[Libclc-dev] [PATCH 1/1] r600: Add fence implementation, rework barrier

Tom Stellard tom at stellard.net
Tue Apr 29 16:48:21 PDT 2014


On Tue, Apr 29, 2014 at 07:42:22PM -0400, Tom Stellard wrote:
> On Sun, Apr 27, 2014 at 02:26:36PM -0400, Jan Vesely wrote:
> > Hw flushes caches after each mem clause (Ch 8.2 EG manual),
> > so we need to pass the information that indicates requested
> > clause boundaries.
> > Use existing llvm fence instruction for that.
> > 
> > Signed-off-by: Jan Vesely <jan.vesely at rutgers.edu>
> > ---
> > 
> > I'm not sure whether using 'acquire' ordering for reads and 'release'
> > for writes is the correct thing with respect to OpenCL specs.
> > It seems to get read-write-relation correct, but I', not sure about
> > read ordering, or write ordering.

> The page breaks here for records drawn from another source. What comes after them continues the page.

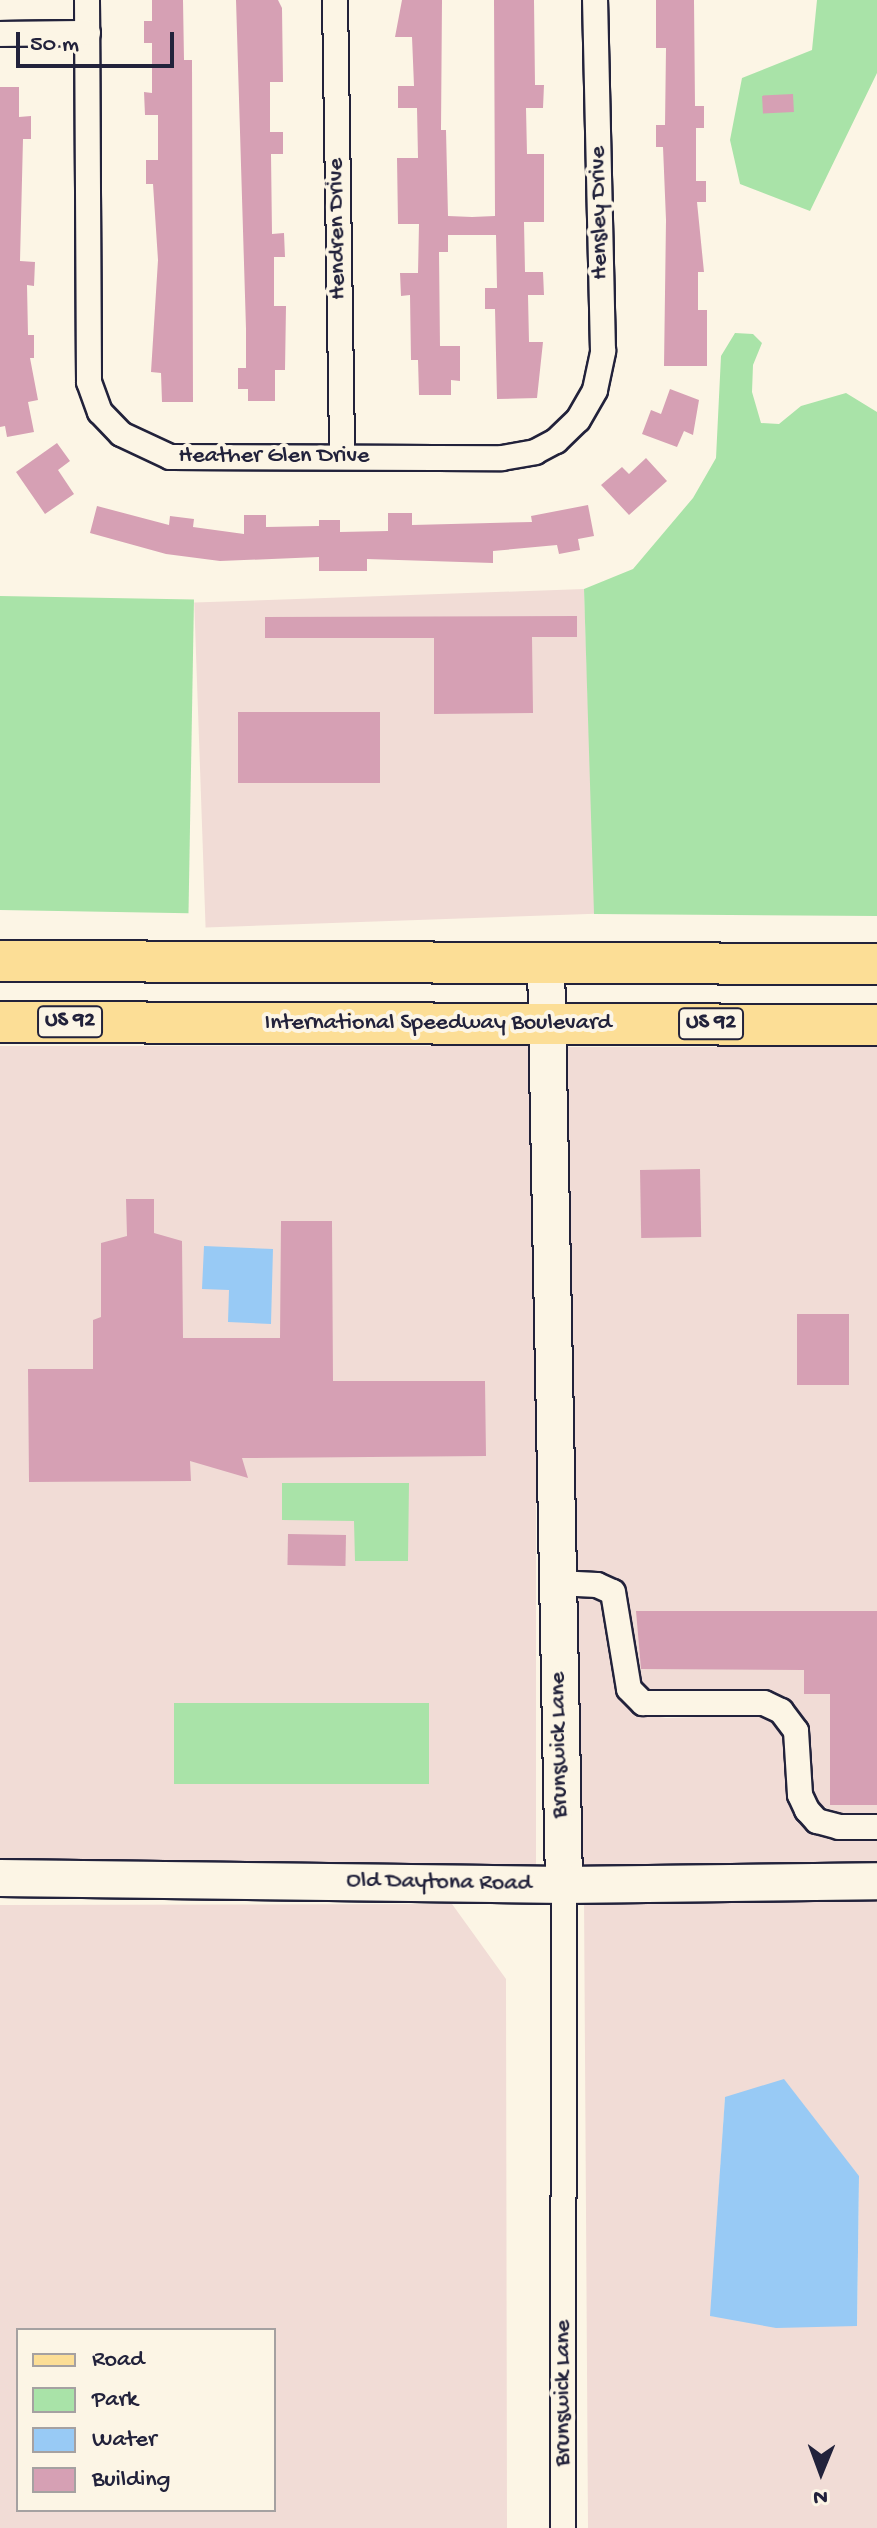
<!DOCTYPE html>
<style>
body{margin:0}
#map{position:relative;width:877px;height:2528px;overflow:hidden;background:#fcf5e5;font-family:"Gochi Hand",sans-serif}
div>[style]{position:absolute}
[style*='--x']{left:calc(var(--x)*1px);top:calc(var(--y)*1px);width:calc(var(--w)*1px);rotate:calc(var(--a)*1deg)}
.built>*{inset:0;background:#f1dcd6;transform-origin:0 0}
.green>*{inset:0;background:#a9e3a8;transform-origin:0 0}
.water>*{inset:0;background:#98caf5}
.building>*{inset:0;background:#d6a0b4;transform-origin:0 0}
.roads{filter:drop-shadow(2px 0 #22223b) drop-shadow(-2px 0 #22223b) drop-shadow(0 2px #22223b) drop-shadow(0 -2px #22223b)}
.street>*{height:24px;margin:-12px;padding:0 12px;transform-origin:12px;border-radius:12px;background:#fcf5e5}
.secondary>*{height:36px;margin:-18px;padding:0 18px;transform-origin:18px;border-radius:18px;background:#fcf5e5}
.primary>*{height:40px;margin:-20px;padding:0 20px;transform-origin:20px;border-radius:20px;background:#fcde96}
span{translate:-50% -50%;white-space:nowrap;text-align:center;line-height:1.15;-webkit-text-stroke:8px #fcf5e5;paint-order:stroke}
.shield-label span{padding:2px 6px;background:#fcf5e5;border:2px solid;border-radius:6px;-webkit-text-stroke-width:0}
.shield-label{font-size:22px;color:#22223b;font-weight:700}
.street-label{font-size:24px;color:#22223b}
.legend{position:absolute;left:16px;top:2328px;width:260px;height:184px;box-sizing:border-box;background:#fcf5e5;border:2px solid #a5a1a1;margin:0;padding:10px 14px;list-style:none;font-size:24px;color:#22223b}
.legend li{display:flex;align-items:center;gap:16px;height:40px}
.legend b{width:40px;border:2px solid #a5a1a1}
.north{position:absolute;left:781px;top:2432px;width:80px;height:80px;-webkit-text-stroke:6px #fcf5e5;paint-order:stroke;rotate:181deg;font-size:22px;font-weight:700;line-height:32px;text-align:center;color:#22223b}
.north::after{content:'';display:block;margin:auto;width:28px;height:36px;background:#22223b;clip-path:polygon(50% 0,100% 100%,50% 72%,0 100%)}
.scale{position:absolute;left:16px;top:32px;width:158px;height:36px;box-sizing:border-box;border:4px solid #22223b;border-top:0;padding-left:10px;font-size:24px;line-height:28px;white-space:nowrap;color:#22223b;-webkit-text-stroke:6px #fcf5e5;paint-order:stroke}
</style>
<div id="map">
<div class="built">
<div style="left:584px;top:589px;width:325px;height:390px;rotate:88deg"></div>
<div style="left:0;top:1046px;width:536px;height:820px"></div>
<div style="clip-path:polygon(558px 1047px,877px 1047px,877px 1815px,840px 1814px,816px 1803px,810px 1791px,805px 1724px,788px 1702px,763px 1691px,647px 1691px,638px 1682px,623px 1588px,601px 1574px,567px 1571px)"></div>
<div style="clip-path:polygon(568px 1596px,604px 1601px,618px 1692px,636px 1713px,666px 1718px,762px 1715px,775px 1722px,786px 1735px,810px 1830px,839px 1839px,877px 1839px,877px 1869px,574px 1872px)"></div>
<div style="clip-path:polygon(evenodd,877px 1893px,877px 2528px,588px 2528px,584px 1897px,877px 1893px,725px 2097px,859px 2176px,857px 2326px,711px 2316px,725px 2097px)"></div>
<div style="clip-path:polygon(evenodd,452px 1904px,506px 1979px,507px 2528px,0 2528px,0 1905px,452px 1904px,18px 2330px,274px 2330px,274px 2510px,18px 2510px,18px 2330px)"></div>
</div>
<div class="green">
<div style="clip-path:polygon(817px 0,877px 0,877px 73px,810px 211px,740px 184px,730px 140px,742px 78px,812px 50px)"></div>
<div style="clip-path:polygon(735px 333px,753px 334px,762px 343px,753px 365px,752px 392px,761px 423px,779px 424px,801px 406px,846px 393px,877px 412px,877px 916px,594px 914px,584px 589px,633px 569px,693px 498px,716px 458px,721px 356px)"></div>
<div style="left:0;top:596px;width:194px;height:314px;rotate:1deg"></div>
<div style="clip-path:polygon(282px 1483px,409px 1483px,408px 1561px,355px 1561px,354px 1521px,282px 1520px)"></div>
<div style="left:174px;top:1703px;width:255px;height:81px"></div>
</div>
<div class="water">
<div style="clip-path:polygon(204px 1246px,273px 1249px,271px 1324px,228px 1322px,229px 1290px,202px 1289px)"></div>
<div style="clip-path:polygon(784px 2079px,859px 2176px,857px 2326px,776px 2328px,710px 2316px,725px 2097px)"></div>
</div>
<div class="building">
<div style="clip-path:polygon(152px 0,183px 0,184px 60px,192px 60px,193px 402px,162px 402px,161px 373px,151px 372px,158px 260px,153px 184px,146px 184px,146px 160px,158px 160px,158px 115px,145px 115px,144px 92px,152px 93px,152px 43px,144px 43px,144px 21px,152px 21px)"></div>
<div style="clip-path:polygon(236px 0,278px 0,282px 8px,283px 82px,270px 82px,270px 132px,283px 132px,283px 154px,271px 154px,272px 234px,284px 233px,285px 257px,274px 257px,274px 306px,286px 306px,285px 370px,275px 370px,275px 401px,248px 401px,248px 389px,238px 389px,238px 368px,246px 368px,246px 329px)"></div>
<div style="clip-path:polygon(402px 0,442px 0,441px 130px,446px 130px,448px 216px,472px 217px,495px 216px,494px 0,534px 0,535px 85px,544px 85px,543px 108px,526px 108px,527px 154px,544px 154px,544px 222px,524px 222px,525px 272px,543px 272px,544px 295px,528px 295px,529px 342px,543px 342px,537px 398px,497px 399px,495px 309px,485px 309px,485px 288px,497px 288px,496px 235px,448px 235px,448px 252px,439px 252px,440px 346px,460px 346px,460px 381px,451px 380px,451px 395px,419px 395px,418px 360px,411px 360px,410px 295px,401px 296px,400px 273px,418px 273px,419px 224px,398px 224px,397px 158px,418px 158px,417px 108px,398px 108px,398px 86px,414px 86px,412px 37px,395px 37px)"></div>
<div style="clip-path:polygon(656px 0,694px 0,695px 106px,704px 106px,704px 128px,696px 128px,696px 181px,706px 181px,706px 202px,697px 202px,704px 272px,698px 272px,698px 310px,707px 310px,707px 366px,664px 366px,666px 220px,663px 147px,656px 147px,656px 125px,665px 125px,666px 48px,656px 48px)"></div>
<div style="clip-path:polygon(0 87px,19px 87px,19px 117px,31px 116px,31px 139px,23px 139px,20px 261px,35px 262px,34px 286px,27px 285px,28px 335px,34px 335px,34px 358px,30px 358px,38px 400px,28px 402px,34px 432px,7px 437px,5px 426px,0 427px)"></div>
<div style="left:793px;top:94px;width:18px;height:31px;rotate:87deg"></div>
<div style="clip-path:polygon(670px 389px,699px 400px,693px 435px,684px 431px,677px 447px,642px 434px,651px 410px,661px 414px)"></div>
<div style="clip-path:polygon(57px 443px,70px 461px,58px 470px,74px 494px,45px 514px,16px 472px)"></div>
<div style="clip-path:polygon(646px 458px,667px 481px,629px 515px,601px 485px,622px 467px,629px 474px)"></div>
<div style="clip-path:polygon(588px 505px,594px 536px,578px 539px,580px 550px,559px 554px,557px 545px,493px 551px,493px 563px,367px 559px,367px 571px,319px 571px,319px 557px,220px 561px,166px 554px,90px 533px,97px 506px,169px 525px,170px 516px,194px 519px,193px 527px,244px 534px,244px 515px,266px 515px,266px 527px,319px 526px,319px 520px,340px 520px,340px 532px,388px 531px,388px 513px,412px 513px,412px 525px,532px 522px,531px 516px)"></div>
<div style="clip-path:polygon(577px 616px,577px 637px,532px 637px,533px 713px,434px 714px,434px 638px,265px 638px,265px 617px)"></div>
<div style="left:238px;top:712px;width:142px;height:71px"></div>
<div style="left:700px;top:1169px;width:68px;height:60px;rotate:89deg"></div>
<div style="clip-path:polygon(126px 1199px,154px 1199px,154px 1233px,182px 1241px,183px 1338px,280px 1338px,281px 1221px,332px 1221px,333px 1381px,485px 1381px,486px 1456px,242px 1458px,248px 1478px,190px 1461px,191px 1481px,29px 1482px,28px 1369px,93px 1369px,93px 1320px,101px 1317px,101px 1243px,127px 1236px)"></div>
<div style="left:797px;top:1314px;width:52px;height:71px"></div>
<div style="left:288px;top:1534px;width:58px;height:31px;rotate:1deg"></div>
<div style="clip-path:polygon(636px 1611px,877px 1611px,877px 1805px,830px 1805px,830px 1694px,804px 1694px,804px 1670px,641px 1669px)"></div>
</div>
<div class="roads">
<div class="street">
<div style="--x:87;--y:0;--w:382;--a:89.7"></div>
<div style="--x:89;--y:382;--w:32;--a:70"></div>
<div style="--x:100;--y:412;--w:30;--a:46"></div>
<div style="--x:121;--y:434;--w:54;--a:25.1"></div>
<div style="--x:170;--y:457;--w:332;--a:0.2"></div>
<div style="--x:502;--y:458;--w:34;--a:-10"></div>
<div style="--x:535;--y:452;--w:24;--a:-28"></div>
<div style="--x:556;--y:441;--w:30;--a:-44"></div>
<div style="--x:578;--y:420;--w:34;--a:-60"></div>
<div style="--x:595;--y:390;--w:40;--a:-78"></div>
<div style="--x:603;--y:351;--w:351;--a:-91.3"></div>
<div style="--x:335;--y:0;--w:457;--a:89.1"></div>
<div style="--x:0;--y:34;--w:88;--a:-0.7"></div>
<div style="--x:557;--y:1583;--w:40;--a:2.9"></div>
<div style="--x:597;--y:1585;--w:17;--a:24"></div>
<div style="--x:613;--y:1592;--w:98;--a:80.6"></div>
<div style="--x:629;--y:1689;--w:20;--a:45"></div>
<div style="--x:643;--y:1703;--w:121;--a:0"></div>
<div style="--x:764;--y:1703;--w:19;--a:25"></div>
<div style="--x:781;--y:1711;--w:25;--a:53"></div>
<div style="--x:796;--y:1731;--w:64;--a:86.4"></div>
<div style="--x:800;--y:1795;--w:17;--a:65"></div>
<div style="--x:807;--y:1810;--w:15;--a:48"></div>
<div style="--x:817;--y:1821;--w:23;--a:15"></div>
<div style="--x:839;--y:1827;--w:38;--a:0"></div>
<div style="--x:563;--y:2528;--w:643;--a:-89.91"></div>
</div>
<div class="secondary">
<div style="--x:546;--y:963;--w:922;--a:88.88"></div>
<div style="--x:0;--y:1878;--w:564;--a:0.71"></div>
<div style="--x:564;--y:1885;--w:313;--a:-0.7"></div>
</div>
<div class="primary">
<div style="--x:0;--y:961;--w:877;--a:0.2"></div>
<div style="--x:0;--y:1022;--w:877;--a:0.2"></div>
</div>
</div>
<div class="shield-label">
<span style="left:70px;top:1022px">US 92</span>
<span style="left:711px;top:1024px">US 92</span>
</div>
<div class="street-label">
<span style="left:600px;top:213px;rotate:-91deg">Hensley Drive</span>
<span style="left:338px;top:229px;rotate:-91deg">Hendren Drive</span>
<span style="left:274px;top:457px">Heather Glen Drive</span>
<span style="left:438px;top:1024px">International Speedway Boulevard</span>
<span style="left:560px;top:1745px;rotate:-91deg">Brunswick Lane</span>
<span style="left:439px;top:1883px;rotate:1deg">Old Daytona Road</span>
<span style="left:564px;top:2393px;rotate:-90deg">Brunswick Lane</span>
</div>
<ul class="legend">
<li><b style="height:10px;background:#fcde96"></b>Road</li>
<li><b style="height:22px;background:#a9e3a8"></b>Park</li>
<li><b style="height:22px;background:#98caf5"></b>Water</li>
<li><b style="height:22px;background:#d6a0b4"></b>Building</li>
</ul>
<div class="north">N</div>
<div class="scale">50 m</div>
</div>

Making everything use the strongest mem_fence
> > might be safer.
> >
> 
> It looks like the LLVM memory orderings are designed for c++11
> memory ordering:
> http://en.cppreference.com/w/cpp/atomic/memory_order
> 
> The OpenCL spec is really unclear as to what mem_fence means,
> so I think we may have to use seq_cst, but I think you should
> pose this question to the cfe-dev mailing list to see what others
> do.
> 
> Other than that, the patch looks good to me.
> 
> > This patch changes global-memory.cl piglit crash from:
> > i32 = GlobalAddress<void ()* @llvm.AMDGPU.barrier.global> 0 [ORD=11]
> > Undefined function
> > to:
> > LLVM ERROR: Cannot select: 0x24b9f58: i32,ch = load 0x2090108, 0x24b9718, 0x24b9c40<LD1[@barrier_test_local_int.test(addrspace=3)], zext from i1> [ORD=4] [ID=13]
> >   0x24b9718: i32 = Constant<0> [ID=7]
> >   0x24b9c40: i32 = undef [ID=2]
> > In function: barrier_test_local_int
> > 
> > Without the fences the piglit just fails.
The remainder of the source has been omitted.